_Extracted entries_
******************************

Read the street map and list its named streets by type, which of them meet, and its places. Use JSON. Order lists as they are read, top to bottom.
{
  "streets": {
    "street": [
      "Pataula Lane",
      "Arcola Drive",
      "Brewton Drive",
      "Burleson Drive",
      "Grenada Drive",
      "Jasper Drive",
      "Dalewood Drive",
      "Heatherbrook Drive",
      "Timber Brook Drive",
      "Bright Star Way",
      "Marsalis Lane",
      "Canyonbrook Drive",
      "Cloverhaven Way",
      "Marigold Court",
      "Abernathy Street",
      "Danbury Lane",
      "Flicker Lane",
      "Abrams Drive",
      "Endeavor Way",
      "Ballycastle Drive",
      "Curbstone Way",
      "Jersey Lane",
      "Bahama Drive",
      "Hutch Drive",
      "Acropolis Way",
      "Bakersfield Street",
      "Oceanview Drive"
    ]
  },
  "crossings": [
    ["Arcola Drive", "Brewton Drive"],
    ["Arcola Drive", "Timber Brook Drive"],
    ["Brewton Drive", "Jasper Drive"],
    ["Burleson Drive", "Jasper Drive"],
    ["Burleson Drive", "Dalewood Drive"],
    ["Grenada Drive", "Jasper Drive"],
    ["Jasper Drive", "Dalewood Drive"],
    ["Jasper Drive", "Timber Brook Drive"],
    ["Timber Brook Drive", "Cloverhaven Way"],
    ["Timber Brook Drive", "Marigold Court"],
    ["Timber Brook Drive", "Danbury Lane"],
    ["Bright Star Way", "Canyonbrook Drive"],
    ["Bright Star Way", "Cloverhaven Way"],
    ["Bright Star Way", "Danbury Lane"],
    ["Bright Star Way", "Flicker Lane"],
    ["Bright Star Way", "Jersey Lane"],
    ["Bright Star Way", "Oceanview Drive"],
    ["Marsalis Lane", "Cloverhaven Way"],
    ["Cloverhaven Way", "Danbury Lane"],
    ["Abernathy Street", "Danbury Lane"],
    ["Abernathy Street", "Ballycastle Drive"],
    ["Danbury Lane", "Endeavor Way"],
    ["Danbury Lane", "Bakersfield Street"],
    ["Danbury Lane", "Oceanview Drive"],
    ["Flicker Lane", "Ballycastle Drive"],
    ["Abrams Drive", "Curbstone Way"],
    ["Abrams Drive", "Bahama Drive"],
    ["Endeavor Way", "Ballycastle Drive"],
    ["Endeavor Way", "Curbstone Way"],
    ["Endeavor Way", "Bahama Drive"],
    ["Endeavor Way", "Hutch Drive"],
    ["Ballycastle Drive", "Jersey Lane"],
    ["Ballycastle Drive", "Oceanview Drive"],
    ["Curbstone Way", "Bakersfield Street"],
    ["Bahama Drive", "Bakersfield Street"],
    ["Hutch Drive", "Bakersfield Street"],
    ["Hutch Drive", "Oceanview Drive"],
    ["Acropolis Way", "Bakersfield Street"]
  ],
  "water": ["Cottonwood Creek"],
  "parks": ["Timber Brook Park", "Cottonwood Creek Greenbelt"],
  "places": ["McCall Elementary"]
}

******************************

Each entry needs to be copied out exactly.

_Output of the task_
Read the street map and list its named streets by type, which of them meet, and its places. Use JSON. Order lists as they are read, top to bottom.
{
  "streets": {
    "street": [
      "Pataula Lane",
      "Arcola Drive",
      "Brewton Drive",
      "Burleson Drive",
      "Grenada Drive",
      "Jasper Drive",
      "Dalewood Drive",
      "Heatherbrook Drive",
      "Timber Brook Drive",
      "Bright Star Way",
      "Marsalis Lane",
      "Canyonbrook Drive",
      "Cloverhaven Way",
      "Marigold Court",
      "Abernathy Street",
      "Danbury Lane",
      "Flicker Lane",
      "Abrams Drive",
      "Endeavor Way",
      "Ballycastle Drive",
      "Curbstone Way",
      "Jersey Lane",
      "Bahama Drive",
      "Hutch Drive",
      "Acropolis Way",
      "Bakersfield Street",
      "Oceanview Drive"
    ]
  },
  "crossings": [
    ["Arcola Drive", "Brewton Drive"],
    ["Arcola Drive", "Timber Brook Drive"],
    ["Brewton Drive", "Jasper Drive"],
    ["Burleson Drive", "Jasper Drive"],
    ["Burleson Drive", "Dalewood Drive"],
    ["Grenada Drive", "Jasper Drive"],
    ["Jasper Drive", "Dalewood Drive"],
    ["Jasper Drive", "Timber Brook Drive"],
    ["Timber Brook Drive", "Cloverhaven Way"],
    ["Timber Brook Drive", "Marigold Court"],
    ["Timber Brook Drive", "Danbury Lane"],
    ["Bright Star Way", "Canyonbrook Drive"],
    ["Bright Star Way", "Cloverhaven Way"],
    ["Bright Star Way", "Danbury Lane"],
    ["Bright Star Way", "Flicker Lane"],
    ["Bright Star Way", "Jersey Lane"],
    ["Bright Star Way", "Oceanview Drive"],
    ["Marsalis Lane", "Cloverhaven Way"],
    ["Cloverhaven Way", "Danbury Lane"],
    ["Abernathy Street", "Danbury Lane"],
    ["Abernathy Street", "Ballycastle Drive"],
    ["Danbury Lane", "Endeavor Way"],
    ["Danbury Lane", "Bakersfield Street"],
    ["Danbury Lane", "Oceanview Drive"],
    ["Flicker Lane", "Ballycastle Drive"],
    ["Abrams Drive", "Curbstone Way"],
    ["Abrams Drive", "Bahama Drive"],
    ["Endeavor Way", "Ballycastle Drive"],
    ["Endeavor Way", "Curbstone Way"],
    ["Endeavor Way", "Bahama Drive"],
    ["Endeavor Way", "Hutch Drive"],
    ["Ballycastle Drive", "Jersey Lane"],
    ["Ballycastle Drive", "Oceanview Drive"],
    ["Curbstone Way", "Bakersfield Street"],
    ["Bahama Drive", "Bakersfield Street"],
    ["Hutch Drive", "Bakersfield Street"],
    ["Hutch Drive", "Oceanview Drive"],
    ["Acropolis Way", "Bakersfield Street"]
  ],
  "water": ["Cottonwood Creek"],
  "parks": ["Timber Brook Park", "Cottonwood Creek Greenbelt"],
  "places": ["McCall Elementary"]
}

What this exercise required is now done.